Ngawi (beritajatim.id) – Tim gabungan Polda Jawa Timur berhasil menangkap pelaku mutilasi terhadap Uswatun Hasanah (29), warga Desa Bence, Kecamatan Garum, Kabupaten Blitar, pada Minggu (26/1/2025) dini hari. Penangkapan dilakukan di Jalan Raya Madiun-Ponorogo, Kelurahan Pandeyan, Kecamatan Taman, Kota Madiun.
Pelaku berinisial A, warga Tulungagung, ditangkap saat mengemudikan mobil Toyota Voxy mewah bernilai sekitar Rp 700 juta. Operasi penangkapan ini melibatkan tim Jatanras Ditreskrimum Polda Jatim bersama Satreskrim gabungan dari Polres Ngawi dan Tulungagung.
Proses penangkapan sempat terekam dalam video berdurasi 34 detik yang viral di media sosial. Dalam video tersebut, petugas membuntuti mobil pelaku hingga akhirnya menghentikannya di Traffic Light dekat Makam Bulusari, Kota Madiun. Pelaku langsung diseret keluar dari mobil dan dibawa ke kendaraan polisi.
Setelah ditangkap, pelaku mengungkap lokasi beberapa potongan tubuh korban yang sebelumnya belum ditemukan.
Kepala korban ditemukan di kawasan Watulimo, Kabupaten Trenggalek, terbungkus plastik kresek putih berlapis-lapis. Sementara itu, kaki kanan dan kiri korban ditemukan di pinggir jalan kawasan hutan Kecamatan Sampung, Kabupaten Ponorogo.

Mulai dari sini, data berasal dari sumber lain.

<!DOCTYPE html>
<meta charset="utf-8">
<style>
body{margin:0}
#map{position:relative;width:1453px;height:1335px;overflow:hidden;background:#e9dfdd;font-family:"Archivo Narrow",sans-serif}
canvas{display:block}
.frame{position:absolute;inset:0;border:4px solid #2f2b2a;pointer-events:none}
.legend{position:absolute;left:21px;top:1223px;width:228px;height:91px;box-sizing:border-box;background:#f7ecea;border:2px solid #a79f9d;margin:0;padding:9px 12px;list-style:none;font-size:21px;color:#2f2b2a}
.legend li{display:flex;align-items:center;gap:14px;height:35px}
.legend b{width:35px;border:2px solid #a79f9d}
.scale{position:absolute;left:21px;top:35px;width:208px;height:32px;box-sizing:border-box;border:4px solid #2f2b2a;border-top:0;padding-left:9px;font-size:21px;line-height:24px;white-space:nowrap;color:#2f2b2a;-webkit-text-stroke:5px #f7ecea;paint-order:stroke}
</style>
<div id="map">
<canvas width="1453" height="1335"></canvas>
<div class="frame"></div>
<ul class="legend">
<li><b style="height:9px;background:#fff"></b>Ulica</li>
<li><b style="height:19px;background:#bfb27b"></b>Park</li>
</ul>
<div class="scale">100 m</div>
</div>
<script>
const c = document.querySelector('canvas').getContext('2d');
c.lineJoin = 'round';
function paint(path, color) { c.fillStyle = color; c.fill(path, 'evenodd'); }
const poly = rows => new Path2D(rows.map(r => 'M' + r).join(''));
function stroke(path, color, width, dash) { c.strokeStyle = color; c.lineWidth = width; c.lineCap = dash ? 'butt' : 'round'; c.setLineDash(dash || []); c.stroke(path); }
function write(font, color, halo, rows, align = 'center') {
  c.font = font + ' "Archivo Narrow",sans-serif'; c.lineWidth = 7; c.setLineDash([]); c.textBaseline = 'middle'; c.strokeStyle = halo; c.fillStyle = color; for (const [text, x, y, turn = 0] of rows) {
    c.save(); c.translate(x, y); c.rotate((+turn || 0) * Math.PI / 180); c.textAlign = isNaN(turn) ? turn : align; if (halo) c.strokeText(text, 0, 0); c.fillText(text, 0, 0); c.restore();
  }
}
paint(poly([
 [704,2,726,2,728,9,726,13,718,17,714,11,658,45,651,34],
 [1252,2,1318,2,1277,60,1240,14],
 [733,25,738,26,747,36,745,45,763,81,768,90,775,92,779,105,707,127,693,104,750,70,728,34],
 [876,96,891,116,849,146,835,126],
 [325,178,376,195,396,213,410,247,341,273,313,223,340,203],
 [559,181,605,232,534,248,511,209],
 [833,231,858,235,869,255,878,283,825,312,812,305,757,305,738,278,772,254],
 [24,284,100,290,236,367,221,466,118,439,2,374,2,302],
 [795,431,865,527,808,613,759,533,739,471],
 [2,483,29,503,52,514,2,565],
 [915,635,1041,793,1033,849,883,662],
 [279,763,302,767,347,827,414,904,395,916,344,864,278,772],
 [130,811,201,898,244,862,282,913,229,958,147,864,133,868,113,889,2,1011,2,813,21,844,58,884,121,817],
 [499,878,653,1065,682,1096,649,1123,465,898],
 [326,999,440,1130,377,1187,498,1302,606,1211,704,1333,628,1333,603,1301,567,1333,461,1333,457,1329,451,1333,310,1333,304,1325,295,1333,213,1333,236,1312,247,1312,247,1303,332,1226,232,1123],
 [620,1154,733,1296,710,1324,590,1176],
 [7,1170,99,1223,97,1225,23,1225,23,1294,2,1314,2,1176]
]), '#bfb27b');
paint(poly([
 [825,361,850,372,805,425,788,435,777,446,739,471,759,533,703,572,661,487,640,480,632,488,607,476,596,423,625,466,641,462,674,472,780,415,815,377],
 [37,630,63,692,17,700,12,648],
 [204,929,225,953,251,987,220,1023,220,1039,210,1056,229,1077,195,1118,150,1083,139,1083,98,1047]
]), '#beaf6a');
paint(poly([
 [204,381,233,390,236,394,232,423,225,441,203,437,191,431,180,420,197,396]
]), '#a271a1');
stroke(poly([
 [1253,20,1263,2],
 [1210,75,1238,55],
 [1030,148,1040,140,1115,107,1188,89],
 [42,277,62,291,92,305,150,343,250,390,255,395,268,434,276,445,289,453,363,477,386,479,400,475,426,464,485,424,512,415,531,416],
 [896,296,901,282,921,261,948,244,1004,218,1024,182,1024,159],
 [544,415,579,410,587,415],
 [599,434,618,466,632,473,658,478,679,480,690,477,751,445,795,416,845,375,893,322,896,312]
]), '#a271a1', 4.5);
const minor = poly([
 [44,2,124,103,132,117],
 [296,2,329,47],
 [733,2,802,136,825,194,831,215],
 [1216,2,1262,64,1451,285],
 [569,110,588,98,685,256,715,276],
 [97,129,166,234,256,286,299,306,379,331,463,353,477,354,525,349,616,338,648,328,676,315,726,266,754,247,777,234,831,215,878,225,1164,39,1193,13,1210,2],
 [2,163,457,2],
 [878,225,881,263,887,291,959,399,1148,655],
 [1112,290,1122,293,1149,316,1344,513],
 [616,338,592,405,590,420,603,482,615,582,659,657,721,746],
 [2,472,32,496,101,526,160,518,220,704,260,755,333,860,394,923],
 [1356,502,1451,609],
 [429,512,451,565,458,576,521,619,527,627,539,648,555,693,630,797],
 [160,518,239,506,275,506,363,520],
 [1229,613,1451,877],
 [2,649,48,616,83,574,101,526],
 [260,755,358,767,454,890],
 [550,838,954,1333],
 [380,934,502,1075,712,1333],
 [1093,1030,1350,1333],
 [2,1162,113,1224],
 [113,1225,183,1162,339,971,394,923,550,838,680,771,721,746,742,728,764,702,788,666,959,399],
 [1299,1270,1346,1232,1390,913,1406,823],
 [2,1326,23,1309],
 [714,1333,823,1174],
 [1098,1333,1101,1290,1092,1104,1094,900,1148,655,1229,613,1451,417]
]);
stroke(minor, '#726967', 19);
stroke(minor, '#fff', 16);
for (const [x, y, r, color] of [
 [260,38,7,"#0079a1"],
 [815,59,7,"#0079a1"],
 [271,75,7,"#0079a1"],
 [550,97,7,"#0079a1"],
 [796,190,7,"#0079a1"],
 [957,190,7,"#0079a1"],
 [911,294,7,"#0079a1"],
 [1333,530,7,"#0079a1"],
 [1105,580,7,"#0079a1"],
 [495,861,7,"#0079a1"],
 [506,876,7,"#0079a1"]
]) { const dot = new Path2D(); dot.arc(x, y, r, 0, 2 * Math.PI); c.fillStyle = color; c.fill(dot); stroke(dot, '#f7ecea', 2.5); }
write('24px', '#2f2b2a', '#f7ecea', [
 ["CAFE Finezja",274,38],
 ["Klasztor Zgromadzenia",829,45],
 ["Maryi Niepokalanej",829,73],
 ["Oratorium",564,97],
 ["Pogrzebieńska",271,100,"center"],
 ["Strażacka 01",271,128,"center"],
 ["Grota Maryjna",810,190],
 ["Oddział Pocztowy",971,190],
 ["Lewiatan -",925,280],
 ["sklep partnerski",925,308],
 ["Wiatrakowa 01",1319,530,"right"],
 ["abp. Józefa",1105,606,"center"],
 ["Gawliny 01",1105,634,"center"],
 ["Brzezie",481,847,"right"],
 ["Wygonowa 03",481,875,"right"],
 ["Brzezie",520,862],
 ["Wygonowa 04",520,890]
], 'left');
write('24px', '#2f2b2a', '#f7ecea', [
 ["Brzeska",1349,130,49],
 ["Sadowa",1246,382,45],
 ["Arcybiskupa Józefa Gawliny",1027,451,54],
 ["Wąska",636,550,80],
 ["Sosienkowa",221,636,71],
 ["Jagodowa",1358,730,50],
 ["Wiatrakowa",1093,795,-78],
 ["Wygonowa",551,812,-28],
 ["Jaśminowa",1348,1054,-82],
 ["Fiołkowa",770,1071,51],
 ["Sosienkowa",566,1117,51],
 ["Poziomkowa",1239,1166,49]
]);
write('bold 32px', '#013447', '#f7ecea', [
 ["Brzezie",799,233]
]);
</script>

Awal Penemuan Jenazah Korban
Kasus ini bermula saat jenazah Uswatun Hasanah ditemukan pada Kamis (23/1/2025) di saluran air Desa Dadapan, Kecamatan Kendal, Ngawi. Tubuh korban ditemukan dalam koper merah merek Rein Deer, namun dalam kondisi tidak utuh.
Identitas korban berhasil diungkap menggunakan teknologi MAMBIS (Mobile Automated Multi-Biometric Identification System). Jenazah korban telah dimakamkan oleh keluarga di Desa Sidodadi, Kecamatan Garum, Kabupaten Blitar, pada Jumat malam (24/1/2025).
Polres Ngawi, bersama Polda Jatim, terus melakukan pendalaman kasus ini. Polisi juga telah memeriksa sejumlah saksi, termasuk pihak keluarga, untuk mengungkap motif dan kronologi pembunuhan.
Kasat Reskrim Polres Ngawi, AKP Joshua Peter Krisnawan, menyatakan bahwa penyelidikan masih berlangsung. “Kami belum bisa memastikan secara detail di mana korban bertemu dengan pelaku. Ada kemungkinan pertemuan terjadi di Tulungagung, namun semuanya masih dalam proses pemeriksaan,” ujarnya.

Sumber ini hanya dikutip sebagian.